The Alliance Blog

Learn about our ongoing work and success in holding our government agencies accountable to the laws that protect our ecosystems and species from habitat destruction caused by extractive industries.

by Laura Lundquist, Chronicle Staff Writer

An environmental group is suing for a second time to stop a timber sale in the Hebgen Basin.

On Wednesday, the Alliance for the Wild Rockies and the Native Ecosystems Council filed a lawsuit in U.S. District Court in Missoula to stop the Forest Service from moving forward on its Lonesome Wood II Timber Sale.

The area covered by the timber sale is along the western and southern shores of Hebgen Lake. The Forest Service initiated the project, saying logging would safeguard area cabins from wildfires.

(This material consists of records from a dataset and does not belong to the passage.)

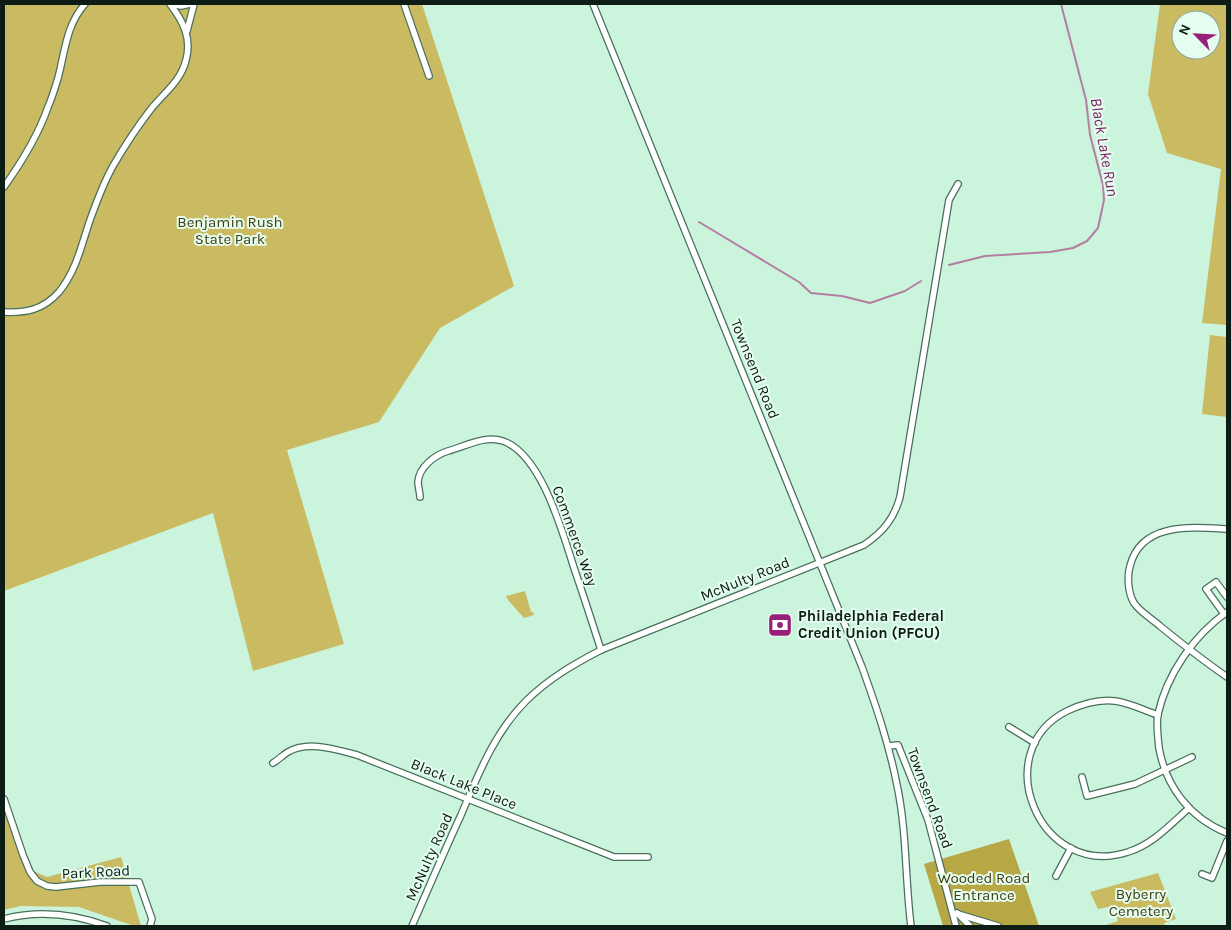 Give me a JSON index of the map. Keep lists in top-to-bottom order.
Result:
{
  "streets": {
    "street": [
      "Townsend Road",
      "Commerce Way",
      "McNulty Road",
      "Black Lake Place",
      "Park Road"
    ]
  },
  "crossings": [
    ["Townsend Road", "McNulty Road"],
    ["Commerce Way", "McNulty Road"],
    ["McNulty Road", "Black Lake Place"]
  ],
  "water": ["Black Lake Run"],
  "parks": ["Benjamin Rush State Park", "Wooded Road Entrance", "Byberry Cemetery"],
  "places": {
    "bank": ["Philadelphia Federal Credit Union (PFCU)"]
  },
  "north": "top left"
} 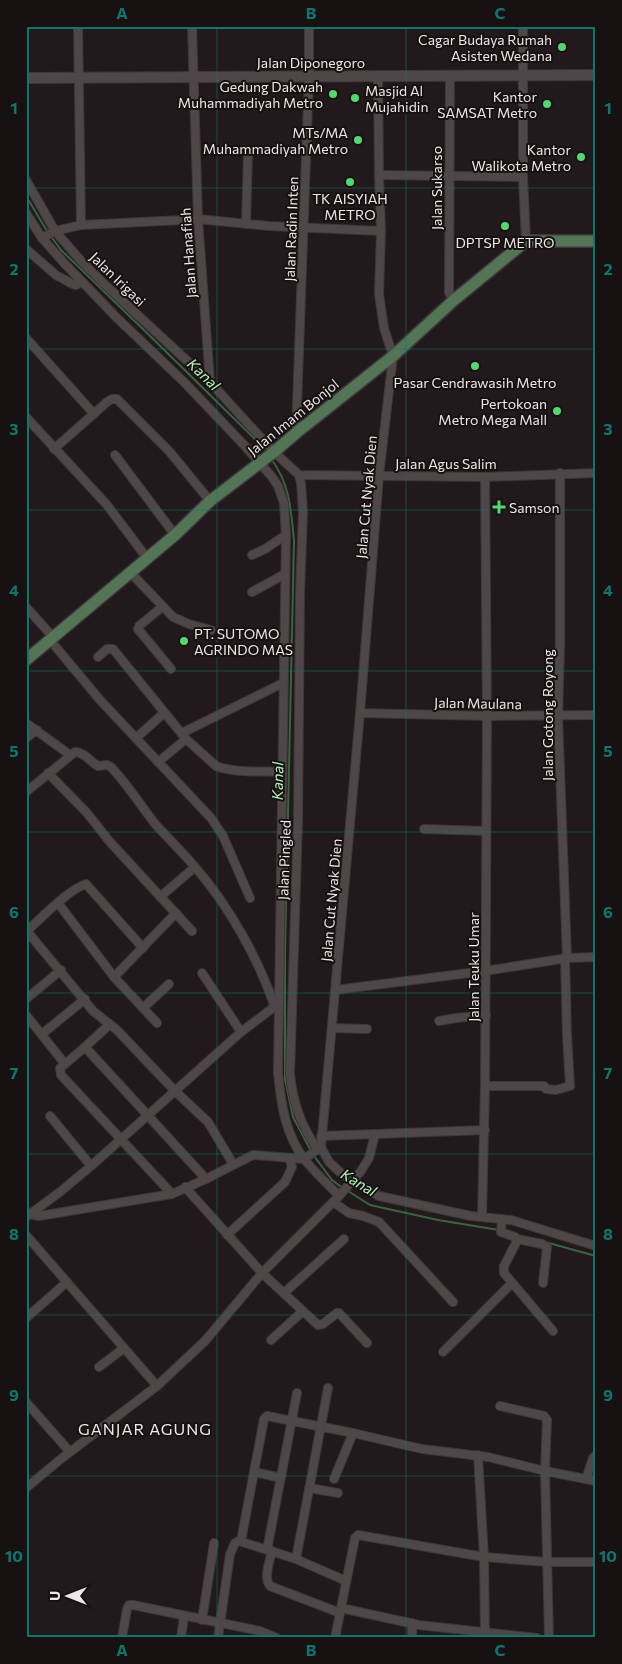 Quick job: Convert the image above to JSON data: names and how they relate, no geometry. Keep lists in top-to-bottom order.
{
  "streets": {
    "main road": ["Jalan Imam Bonjol"],
    "street": [
      "Jalan Diponegoro",
      "Jalan Sukarso",
      "Jalan Radin Inten",
      "Jalan Hanafiah",
      "Jalan Irigasi",
      "Jalan Agus Salim",
      "Jalan Cut Nyak Dien",
      "Jalan Maulana",
      "Jalan Gotong Royong",
      "Jalan Pingled",
      "Jalan Teuku Umar"
    ]
  },
  "crossings": [
    ["Jalan Diponegoro", "Jalan Sukarso"],
    ["Jalan Diponegoro", "Jalan Radin Inten"],
    ["Jalan Diponegoro", "Jalan Hanafiah"],
    ["Jalan Sukarso", "Jalan Imam Bonjol"],
    ["Jalan Radin Inten", "Jalan Imam Bonjol"],
    ["Jalan Hanafiah", "Jalan Irigasi"],
    ["Jalan Imam Bonjol", "Jalan Cut Nyak Dien"],
    ["Jalan Agus Salim", "Jalan Cut Nyak Dien"],
    ["Jalan Agus Salim", "Jalan Gotong Royong"],
    ["Jalan Agus Salim", "Jalan Pingled"],
    ["Jalan Agus Salim", "Jalan Teuku Umar"],
    ["Jalan Cut Nyak Dien", "Jalan Maulana"],
    ["Jalan Cut Nyak Dien", "Jalan Pingled"],
    ["Jalan Maulana", "Jalan Gotong Royong"],
    ["Jalan Maulana", "Jalan Teuku Umar"],
    ["Jalan Gotong Royong", "Jalan Teuku Umar"]
  ],
  "districts": ["GANJAR AGUNG"],
  "water": ["Kanal"],
  "places": {
    "other": [
      "Cagar Budaya Rumah Asisten Wedana",
      "Gedung Dakwah Muhammadiyah Metro",
      "Masjid Al Mujahidin",
      "Kantor SAMSAT Metro",
      "MTs/MA Muhammadiyah Metro",
      "Kantor Walikota Metro",
      "TK AISYIAH METRO",
      "DPTSP METRO",
      "Pasar Cendrawasih Metro",
      "Pertokoan Metro Mega Mall",
      "PT. SUTOMO AGRINDO MAS"
    ],
    "health": ["Samson"]
  },
  "north": "left",
  "grid": {
    "columns": ["A", "B", "C"],
    "rows": [
      "1",
      "2",
      "3",
      "4",
      "5",
      "6",
      "7",
      "8",
      "9",
      "10"
    ]
  }
}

But Mike Garrity of the Alliance for the Wild Rockies said some of the proposed logging is in roadless areas away from the cabins. The Forest Service would build six miles of logging roads and log 400 acres of designated old growth forest.

Both groups claim the old growth areas are habitat for lynx, grizzly bears and wolverines, all of which are rare.

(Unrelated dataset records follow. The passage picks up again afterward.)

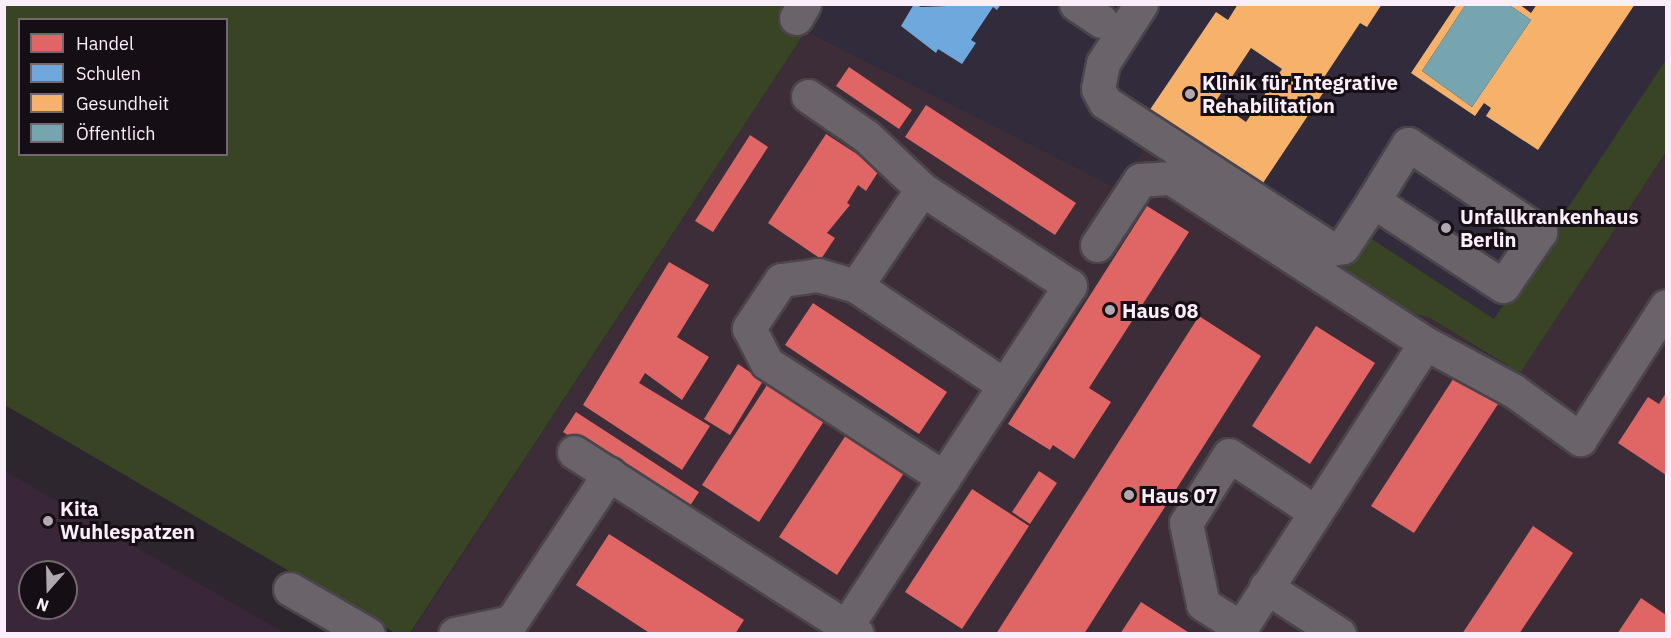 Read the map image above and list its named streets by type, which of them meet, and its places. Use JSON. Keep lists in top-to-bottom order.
{
  "places": [
    "Klinik für Integrative Rehabilitation",
    "Unfallkrankenhaus Berlin",
    "Haus 08",
    "Haus 07",
    "Kita Wuhlespatzen"
  ],
  "legend": [
    "Handel",
    "Schulen",
    "Gesundheit",
    "Öffentlich"
  ],
  "north": "bottom"
}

The Forest Service and the U.S. Fish and Wildlife Service both determined in an assessment that logging would adversely affect grizzlies and lynx.

Garrity said the groups don’t oppose all the logging in that area, just the old growth sections.

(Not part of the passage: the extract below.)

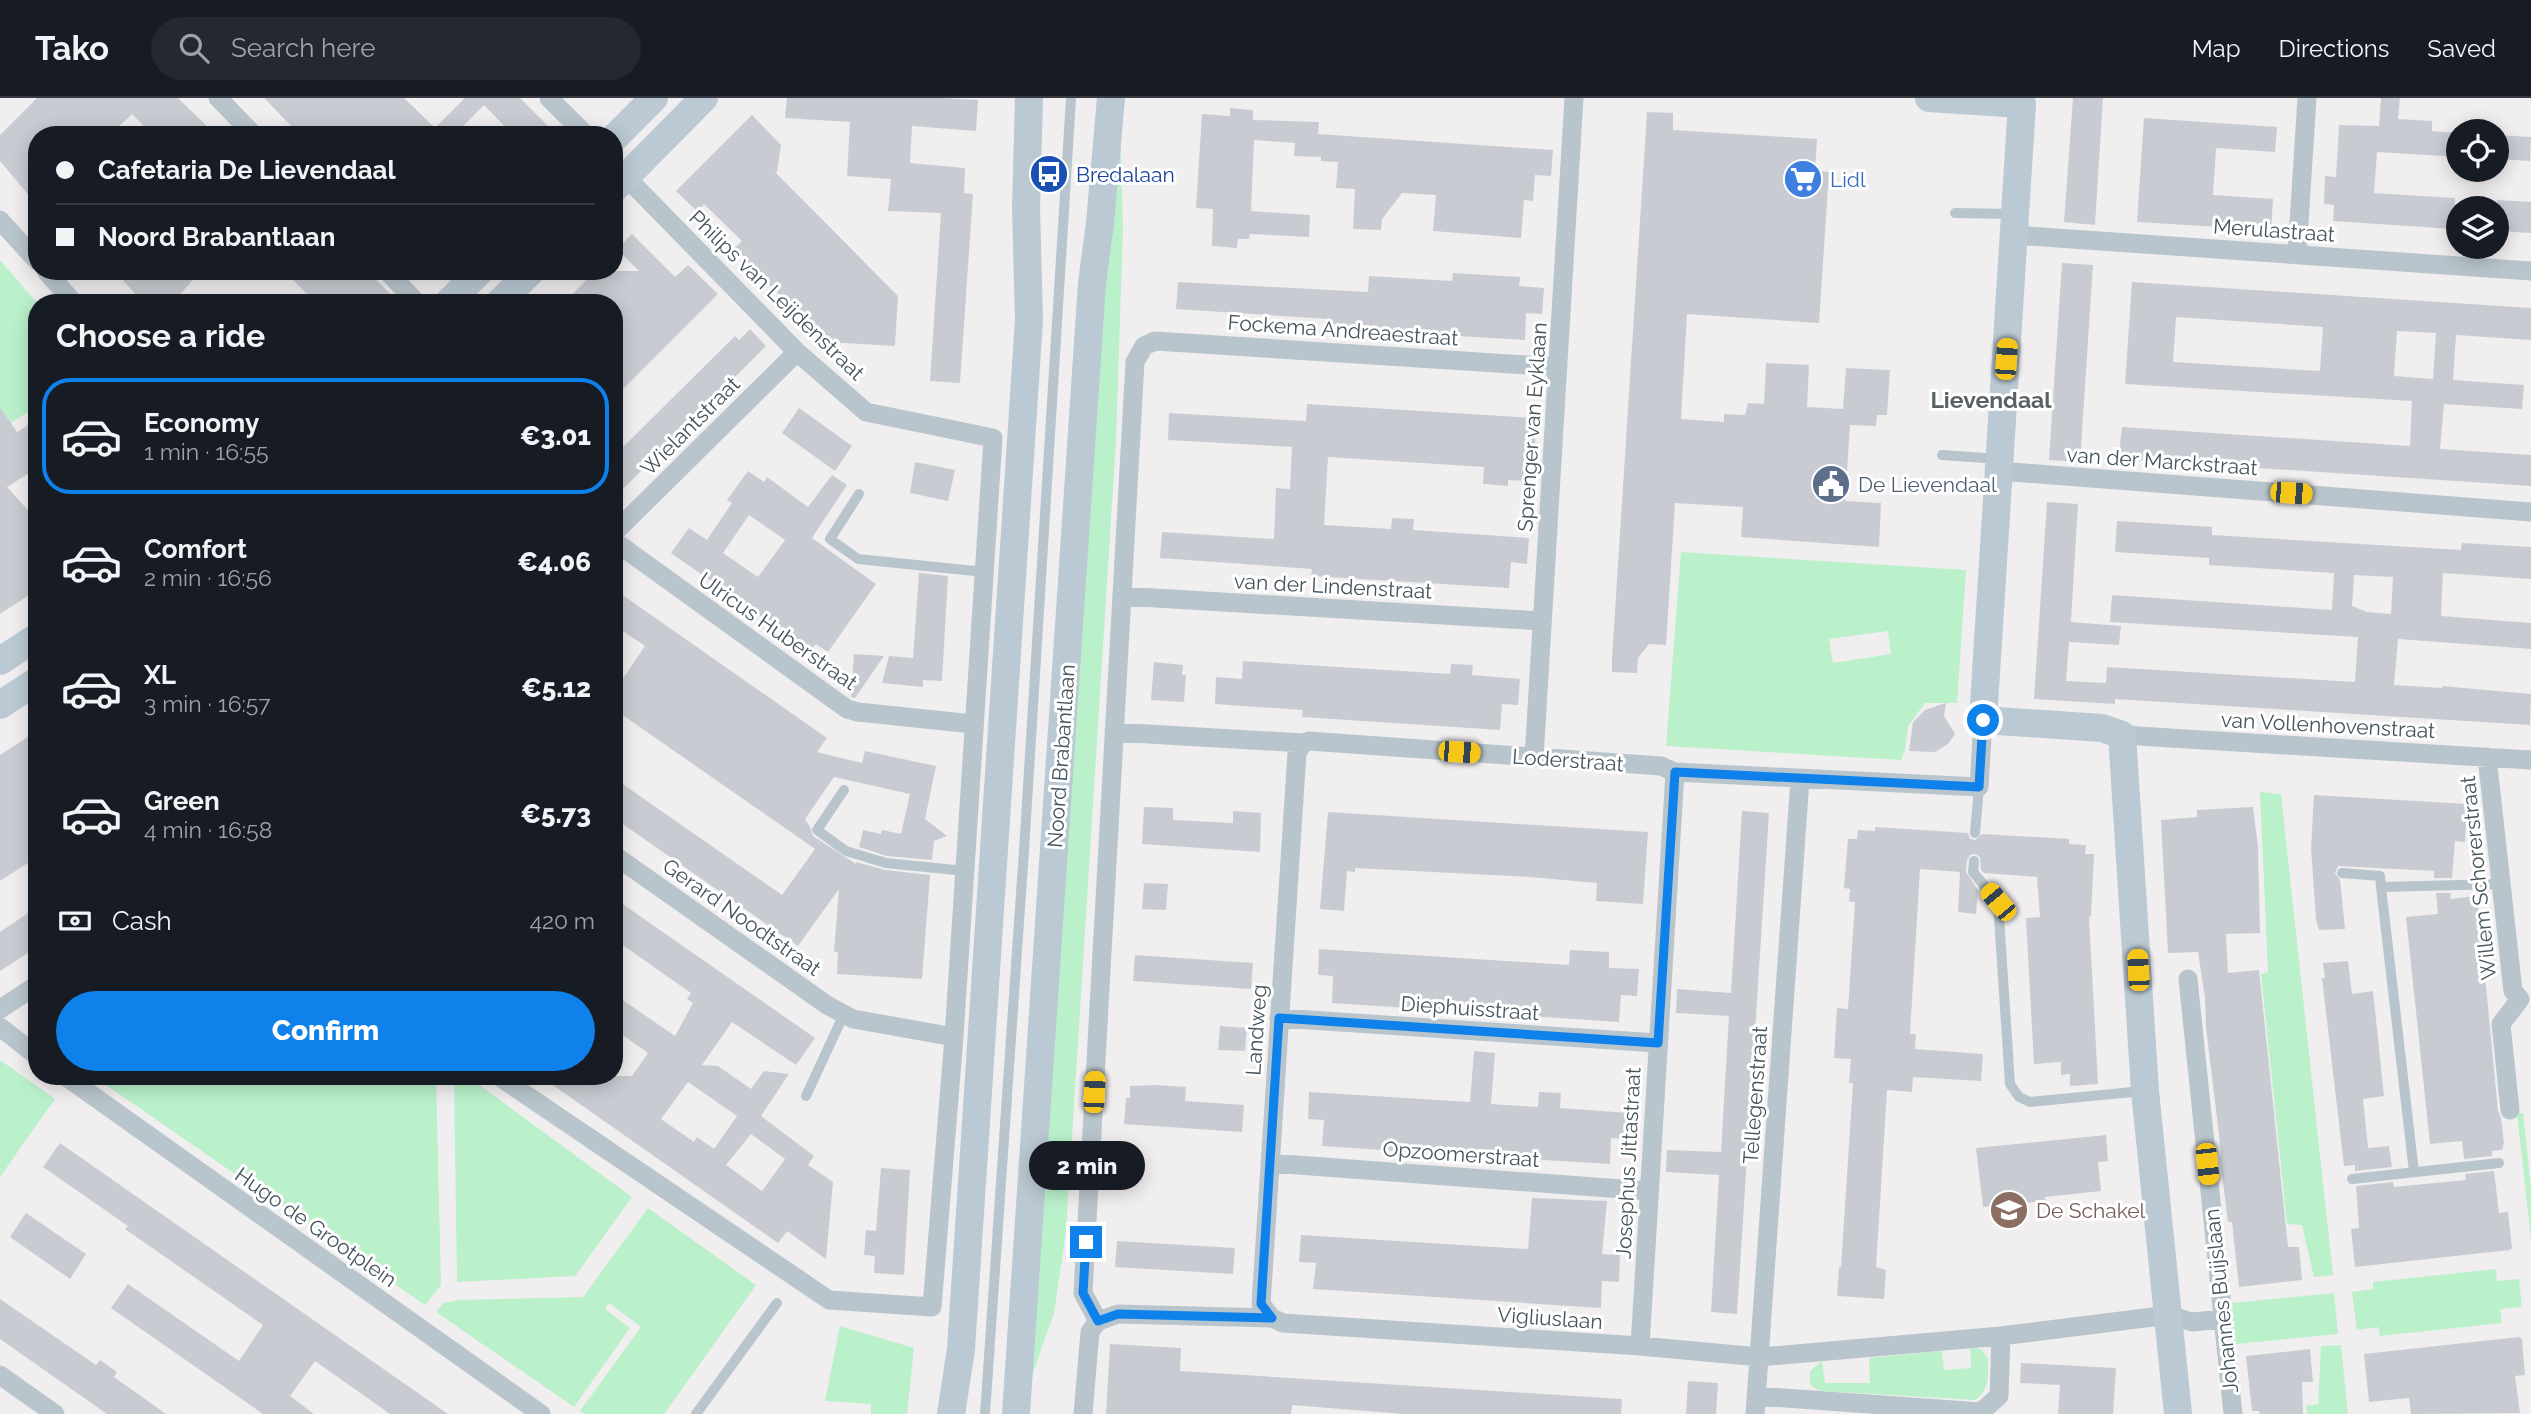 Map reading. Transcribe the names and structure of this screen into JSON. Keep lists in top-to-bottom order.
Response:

“Their own fire expert says to start at the structures and work out, clearing the trees to create a defensible space, and they’re not doing that,” Garrity said.

This isn’t the first challenge for this area. The Forest Service proposed a similar sale but dropped the sale after Alliance for the Wild Rockies sued in 2009.

Garrity said the Forest Service loses money on timber sales, because it is usually unable to get enough money for the logs to cover its costs.

“Right now, when the government is authorizing less spending with the sequester, timber sales cost the taxpayer,” Garrity said.